- _Instructions for the task_
From the entries, copy every line that carries the string "turn".

===

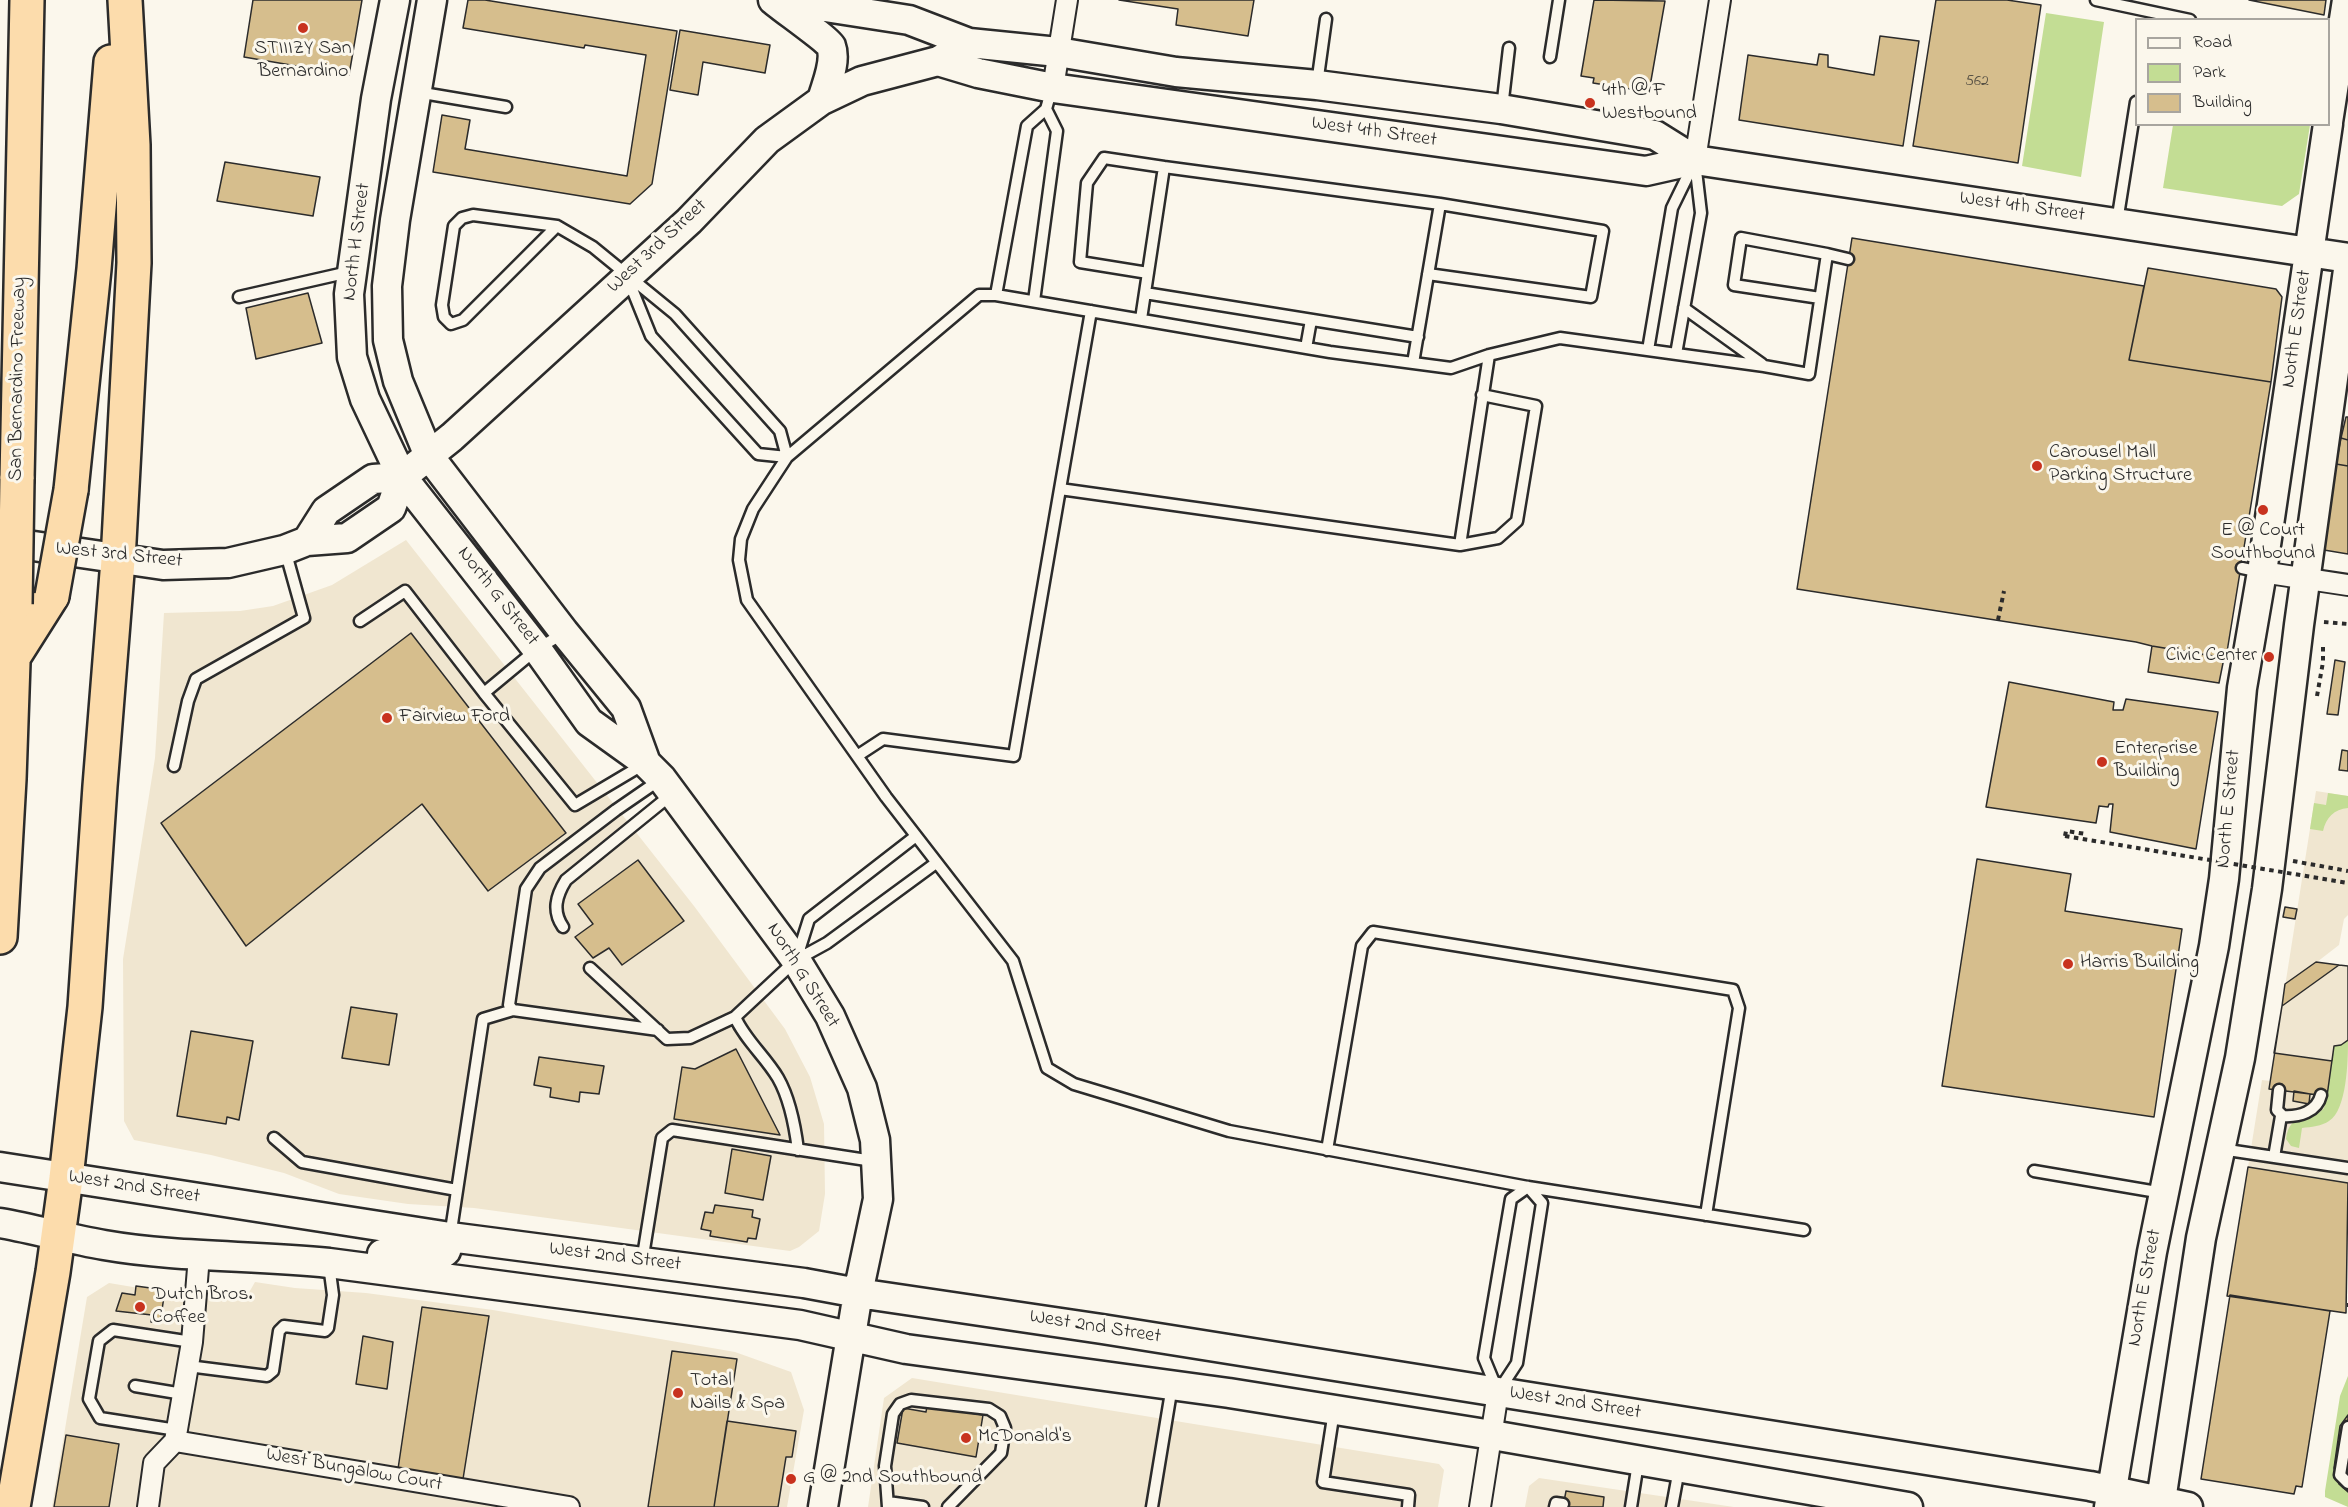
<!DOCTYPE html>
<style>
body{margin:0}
#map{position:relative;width:2348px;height:1507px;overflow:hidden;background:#fbf7ec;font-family:"Indie Flower",sans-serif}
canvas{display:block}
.legend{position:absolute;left:2135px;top:18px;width:195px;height:108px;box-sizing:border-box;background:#fbf7ec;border:2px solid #a8a59f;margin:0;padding:8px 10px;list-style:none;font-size:18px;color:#2b2b2b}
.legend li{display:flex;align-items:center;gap:12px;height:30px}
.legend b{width:30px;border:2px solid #a8a59f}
</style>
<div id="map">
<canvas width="2348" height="1507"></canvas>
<ul class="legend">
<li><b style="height:8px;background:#fbf7ec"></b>Road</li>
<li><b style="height:16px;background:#c3dd94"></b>Park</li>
<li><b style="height:16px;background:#d6be8d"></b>Building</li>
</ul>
</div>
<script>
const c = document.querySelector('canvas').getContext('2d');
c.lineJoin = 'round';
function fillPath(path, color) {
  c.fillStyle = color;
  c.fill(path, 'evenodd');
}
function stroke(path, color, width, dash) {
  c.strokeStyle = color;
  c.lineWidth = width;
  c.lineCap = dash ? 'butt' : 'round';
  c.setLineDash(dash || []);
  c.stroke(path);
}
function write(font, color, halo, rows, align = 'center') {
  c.font = font + ' "Indie Flower",sans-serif';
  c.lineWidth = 6;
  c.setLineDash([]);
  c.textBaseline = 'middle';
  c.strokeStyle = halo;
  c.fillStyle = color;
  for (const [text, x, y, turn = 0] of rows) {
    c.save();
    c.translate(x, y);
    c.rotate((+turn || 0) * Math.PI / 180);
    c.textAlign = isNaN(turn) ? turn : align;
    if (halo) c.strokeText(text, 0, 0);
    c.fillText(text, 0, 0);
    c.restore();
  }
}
fillPath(new Path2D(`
 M406,540L694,906L785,1029L810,1077L824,1124L825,1194L819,1231L799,1247L790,1251L474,1208L408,1204L339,1194L284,1173L211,1155L134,1140L124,1121L123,959L155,758L164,613L240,611L273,606L332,585Z
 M2316,791L2348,796V915L2344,919L2339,945L2317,962L2348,966V1183L2248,1167L2262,1080L2270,1081Z
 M255,1282L295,1288L366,1293L493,1310L735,1352L791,1372L804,1410L787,1507H52L87,1297L109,1283L145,1289L159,1301L247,1296Z
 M912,1378L1439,1464L1444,1470L1438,1507H868L884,1398Z
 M1539,1478L1734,1507H1525L1529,1486Z`), '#f0e6d0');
fillPath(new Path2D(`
 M2046,13L2104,22L2081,177L2022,166Z
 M2173,125H2310L2299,194L2282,206L2163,188Z
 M2328,793L2348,796V808C2334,809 2326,818 2323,831L2310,829L2314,803L2326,805Z
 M2348,1040C2348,1060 2347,1110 2329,1121C2322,1126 2311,1127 2302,1128L2299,1148L2291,1146L2286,1139C2290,1110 2307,1127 2324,1108L2334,1046L2341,1045Z
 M2348,1376V1415L2340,1426L2334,1468L2339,1484L2348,1492V1507L2325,1497V1491L2340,1396Z`), '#c3dd94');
const building = new Path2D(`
 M253,0H362L349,75L244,57Z
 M468,0H485L677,31L652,184L630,204L433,172L442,115L470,120L465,149L627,176L646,55L585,45L584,48L463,28Z
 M1119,0H1254L1248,36L1176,25L1178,9Z
 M1594,0L1665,1L1649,92L1593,83L1594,78L1581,76Z
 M1936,0H2007L2041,5L2018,163L1913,146Z
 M2249,0H2326L2324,15Z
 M680,30L770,45L765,73L703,62L698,95L670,90Z
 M1880,36L1919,41L1903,146L1739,120L1748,55L1817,65L1819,54L1828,55V67L1874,75Z
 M225,162L320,177L313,216L217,201Z
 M1852,238L2144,286L2129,360L2271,382L2226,658L2152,646L2136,642L1797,589Z
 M2148,268L2276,289L2282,297L2271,382L2129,360Z
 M308,293L322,343L256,359L246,308Z
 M2346,417H2348V440L2341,438Z
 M2341,438L2348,440V466L2336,464Z
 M2336,464L2348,466V554L2324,550Z
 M411,633L566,833L488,891L422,804L246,946L161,823Z
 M2152,646L2224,658L2219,683L2148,672Z
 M2335,660L2345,662L2338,715L2327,714Z
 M2009,682L2114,702L2113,710H2123L2126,699L2218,712L2196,849L2110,832L2113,804H2109L2108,807L2099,806L2096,823L1986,807Z
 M2342,750L2348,751V771L2339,770Z
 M1977,859L2071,874L2065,911L2182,929L2154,1117L1942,1086Z
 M638,860L684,921L622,965L609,948L593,958L575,937L593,924L578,904Z
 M2285,907L2297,909L2295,919L2283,917Z
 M2316,962L2339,965L2282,1006L2285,984Z
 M2339,965L2348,966V1040L2341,1045L2334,1046L2332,1061L2274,1053L2282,1006Z
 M2339,965L2348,966V1040L2341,1045L2334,1046L2327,1096L2269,1089L2282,1006Z
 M351,1007L397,1014L389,1065L342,1058Z
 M191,1031L253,1041L239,1120L227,1117L226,1124L177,1116Z
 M736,1049L780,1135L674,1119L682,1067L695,1069Z
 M539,1057L604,1066L599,1094L580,1092L579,1102L550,1097L551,1088L534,1085Z
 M2294,1091L2310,1094L2309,1104L2293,1101Z
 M732,1149L771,1156L763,1200L725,1193Z
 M2248,1167L2348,1183L2346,1313L2227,1296Z
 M715,1205L753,1210L752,1217L760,1219L756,1239L748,1238L747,1242L710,1236L711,1231L701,1229L705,1212L713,1213Z
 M136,1286L165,1290L160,1323L151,1322L152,1315L116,1311L122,1293L135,1295Z
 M2230,1295L2330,1311L2302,1487L2296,1486L2294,1494L2201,1479Z
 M422,1307L489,1316L463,1479L398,1469Z
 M363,1336L393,1342L387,1389L356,1384Z
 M672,1351L737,1359L714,1507H648Z
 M927,1406L983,1415L976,1457L897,1443L903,1408L926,1412Z
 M2348,1415V1492L2339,1484L2334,1468L2340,1426Z
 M727,1421L796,1431L792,1457H786L778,1507H714Z
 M66,1435L119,1444L109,1507H54Z
 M1566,1491L1604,1497L1603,1507H1563Z`);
fillPath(building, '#d6be8d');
stroke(building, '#2b2b2b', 1.5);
const lane = new Path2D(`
 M2096,0L2190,20
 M1550,57L1559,0
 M1317,84L1326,19
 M417,92L506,107
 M1502,108L1509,48
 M1164,167L1440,204
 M2117,222L2136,102
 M557,226L463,320L451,324L444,317L442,305L454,226L462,218L473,215L557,226L593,247L675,314L780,431L787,457
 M1827,254L1848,259
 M628,279L651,336L758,454L787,457
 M1145,293L1418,337
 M996,295L1027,126L1046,109L1052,88
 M239,297L349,272
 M1034,301L1057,131L1046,109
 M1684,308L1762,364
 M1091,311L1060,489L1460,545L1489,355
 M1141,319L1164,167L1104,158L1087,183L1080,262L1148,273
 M1306,348L1311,320
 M1648,350L1672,208L1693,165
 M1676,354L1701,213L1695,162
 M1413,363L1440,204L1603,231L1591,297L1428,274
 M1460,545L1498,538L1517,521L1536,406L1482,395
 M2242,568L2261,572
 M360,621L405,591L484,693L537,649L564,633
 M484,693L575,805L644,764
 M857,756L883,739L1014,756L1060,489
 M174,766L188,701L196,679L304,618L285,550
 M563,927C552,911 556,896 566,880L672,794
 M797,957L809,919L916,836
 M590,968L667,1039L690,1038L735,1017L796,960L827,943L936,863
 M735,1017C745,1040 765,1056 778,1078C790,1099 795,1126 798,1150
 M658,1030L513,1010L509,1005L526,889L540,868L616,810L661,779
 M2279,1090L2277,1110L2283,1116C2299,1117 2317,1112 2321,1095
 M274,1138L302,1162L457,1190
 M2221,1149L2348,1168
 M1327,1150L1362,946L1373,932L1733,990L1739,1008L1706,1215
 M2274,1157L2281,1116
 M2034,1171L2163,1193
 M1528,1187L1542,1203L1517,1363L1498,1392L1484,1358L1511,1199Z
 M1804,1230L1528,1187L1229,1131L1074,1084L1047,1068L1013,961L886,797L747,600L739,560L741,539L753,509L787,457L979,295H996L1330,352L1451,368L1489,355L1560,338L1764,366L1809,374L1827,254L1741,238L1734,285L1820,298
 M450,1237L483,1019L513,1010
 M642,1262L662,1138L672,1130L873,1161
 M188,1366L267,1376L273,1371L279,1331L284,1326L325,1331L328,1328L333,1295L329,1265
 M135,1386L183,1394
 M1334,1411L1323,1482L1409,1495L1408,1507
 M2348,1427L2340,1475L2348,1483
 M177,1430L100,1418L89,1399L99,1341L113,1330L192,1342
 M888,1502L923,1507
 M888,1507L885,1466L893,1414L900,1404L911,1400L989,1409L1000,1416L1005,1428L1001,1453L948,1507
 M1152,1507L1172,1386
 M1555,1507L1556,1503L1563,1504
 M1631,1507L1638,1463
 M1672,1507L1679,1469`);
const street = new Path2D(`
 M1053,88L1067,0
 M1695,160L1720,0
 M2262,572L2348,585
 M175,1441L569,1507
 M148,1507L154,1463L175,1441L192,1342L199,1256
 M1480,1507L1498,1392`);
const secondary = new Path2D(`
 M395,0L376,99L349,294L352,357L365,399L402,477L537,649L589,722L646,763L662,779L796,960L830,1016L862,1088L875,1140L878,1199L858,1293L823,1507
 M432,0L395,220L387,286L388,340L398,381L429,456L564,632L626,708L646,763
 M773,0C781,7 829,41 831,46C837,62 826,85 822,100
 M780,0L909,20L969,43
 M938,61L978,73L1053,88L1646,171L1695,160L2348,258
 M2328,122L2347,0
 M0,541L163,565L228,563L284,550L307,541L347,538L391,508L402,477
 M307,541L326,511L373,479L402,477L452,437L689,221L767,140L822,100L862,81L938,61L969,43L1058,52L1176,72L1317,85L1501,109L1655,135L1695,160
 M0,1167L450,1237L804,1283L858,1293L1102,1329L2090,1486L2188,1507
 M0,1223C35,1229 69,1239 104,1245C178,1258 254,1255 329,1263L800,1325L906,1349L1229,1393L1492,1435L1908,1507
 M382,1254H442L446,1251L450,1237
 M2109,1507L2152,1252L2214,946L2224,879L2242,688L2262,572L2328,124
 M2160,1507L2201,1238L2240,1058L2267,889L2299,625L2348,270`);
const highway = new Path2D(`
 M17,479L27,0
 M71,490L94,269L111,62
 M14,656L52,596
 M0,937L9,779L15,604
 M13,1507L53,1272L66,1178L85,1007L100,786L118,560L134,263L133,145L125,0`);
stroke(lane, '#2b2b2b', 15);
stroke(street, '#2b2b2b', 24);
stroke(secondary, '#2b2b2b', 33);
stroke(highway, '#2b2b2b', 38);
stroke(new Path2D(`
 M1998,620L2004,591
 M2324,622L2348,624
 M2317,696L2323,662V644
 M2065,836L2066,831L2086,834
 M2293,861L2348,871
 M2347,1305H2348`), '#2b2b2b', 4, [4.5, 4.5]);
stroke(lane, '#fbf7ec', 10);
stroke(street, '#fbf7ec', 20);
stroke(secondary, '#fbf7ec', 28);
stroke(highway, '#fcdcac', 33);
const highwayBridge = new Path2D(`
 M52,596L71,490
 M15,604L17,479`);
stroke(highwayBridge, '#2b2b2b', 38, []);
stroke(new Path2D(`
 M2065,836L2348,883`), '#2b2b2b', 4, [4.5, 4.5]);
stroke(highwayBridge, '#fcdcac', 33);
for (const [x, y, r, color] of [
 [303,28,6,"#c8321e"],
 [1590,103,6,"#c8321e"],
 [2037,466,6,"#c8321e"],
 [2263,510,6,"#c8321e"],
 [2269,657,6,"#c8321e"],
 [387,718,6,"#c8321e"],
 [2102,762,6,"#c8321e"],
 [2068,964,6,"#c8321e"],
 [140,1307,6,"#c8321e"],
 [678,1393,6,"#c8321e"],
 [966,1438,6,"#c8321e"],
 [791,1479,6,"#c8321e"]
]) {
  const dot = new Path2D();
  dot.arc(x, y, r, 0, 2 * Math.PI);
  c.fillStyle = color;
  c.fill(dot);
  stroke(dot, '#fbf7ec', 2);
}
write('16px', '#565044', null, [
 ["562",1977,82]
]);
write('20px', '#2b2b2b', '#fbf7ec', [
 ["STIIIZY San",303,50,"center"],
 ["Bernardino",303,73,"center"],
 ["4th @ F",1602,92],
 ["Westbound",1602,115],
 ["Carousel Mall",2049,454],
 ["Parking Structure",2049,477],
 ["E @ Court",2263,532,"center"],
 ["Southbound",2263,555,"center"],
 ["Civic Center",2257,657,"right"],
 ["Fairview Ford",399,718],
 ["Enterprise",2114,750],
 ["Building",2114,773],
 ["Harris Building",2080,964],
 ["Dutch Bros.",152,1296],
 ["Coffee",152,1319],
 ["Total",690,1382],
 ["Nails & Spa",690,1405],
 ["McDonald's",978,1438],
 ["G @ 2nd Southbound",803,1479]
], 'left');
write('20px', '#2b2b2b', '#fbf7ec', [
 ["West 4th Street",1374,133,8],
 ["West 4th Street",2022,208,8],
 ["North H Street",358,242,-83],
 ["West 3rd Street",658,247,-43],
 ["North E Street",2298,329,-82],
 ["San Bernardino Freeway",19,379,-89],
 ["West 3rd Street",119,556,6],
 ["North G Street",497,597,52],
 ["North E Street",2230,809,-85],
 ["North G Street",802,976,58],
 ["West 2nd Street",134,1188,9],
 ["West 2nd Street",615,1258,7],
 ["North E Street",2146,1288,-80],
 ["West 2nd Street",1095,1328,9],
 ["West 2nd Street",1575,1404,9],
 ["West Bungalow Court",354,1471,10]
]);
</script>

===

- _Result of the exercise_
  for (const [text, x, y, turn = 0] of rows) {
    c.rotate((+turn || 0) * Math.PI / 180);
    c.textAlign = isNaN(turn) ? turn : align;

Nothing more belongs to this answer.